- [Instructions for the task]: For each entry, return the text exactly and omit any image.

[Records contained in a dataset]
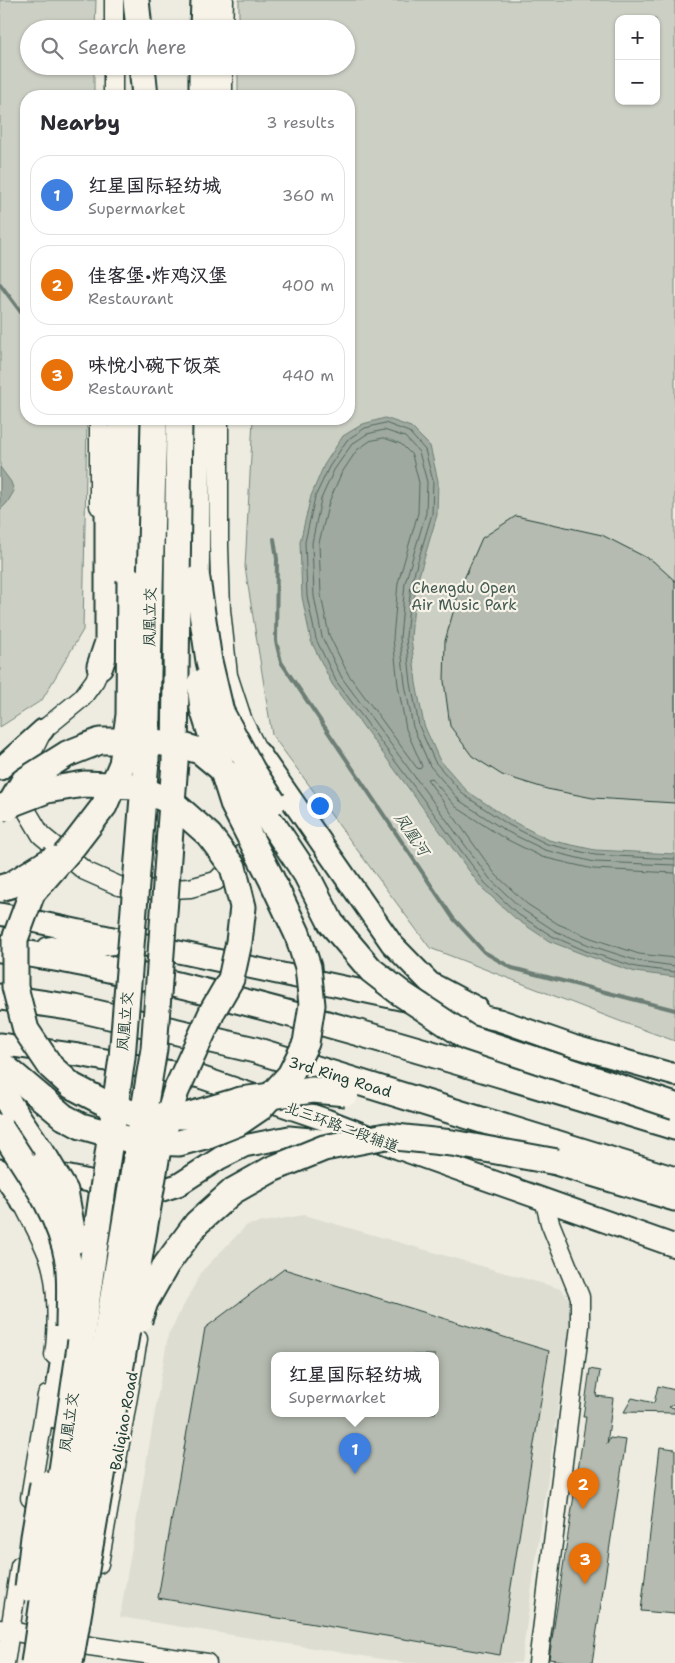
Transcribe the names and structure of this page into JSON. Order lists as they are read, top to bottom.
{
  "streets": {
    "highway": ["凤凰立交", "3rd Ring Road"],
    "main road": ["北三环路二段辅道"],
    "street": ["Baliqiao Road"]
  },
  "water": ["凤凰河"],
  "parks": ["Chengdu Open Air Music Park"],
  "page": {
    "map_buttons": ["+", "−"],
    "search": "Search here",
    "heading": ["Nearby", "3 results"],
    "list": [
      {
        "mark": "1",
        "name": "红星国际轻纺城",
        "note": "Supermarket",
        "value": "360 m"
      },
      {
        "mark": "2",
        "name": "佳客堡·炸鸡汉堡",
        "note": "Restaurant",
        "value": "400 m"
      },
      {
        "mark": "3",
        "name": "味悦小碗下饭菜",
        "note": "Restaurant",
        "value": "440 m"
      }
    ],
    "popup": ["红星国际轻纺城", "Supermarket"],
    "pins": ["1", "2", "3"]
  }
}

- [Result]:
Transcribe the names and structure of this page into JSON. Order lists as they are read, top to bottom.
{
  "streets": {
    "highway": ["凤凰立交", "3rd Ring Road"],
    "main road": ["北三环路二段辅道"],
    "street": ["Baliqiao Road"]
  },
  "water": ["凤凰河"],
  "parks": ["Chengdu Open Air Music Park"],
  "page": {
    "map_buttons": ["+", "−"],
    "search": "Search here",
    "heading": ["Nearby", "3 results"],
    "list": [
      {
        "mark": "1",
        "name": "红星国际轻纺城",
        "note": "Supermarket",
        "value": "360 m"
      },
      {
        "mark": "2",
        "name": "佳客堡·炸鸡汉堡",
        "note": "Restaurant",
        "value": "400 m"
      },
      {
        "mark": "3",
        "name": "味悦小碗下饭菜",
        "note": "Restaurant",
        "value": "440 m"
      }
    ],
    "popup": ["红星国际轻纺城", "Supermarket"],
    "pins": ["1", "2", "3"]
  }
}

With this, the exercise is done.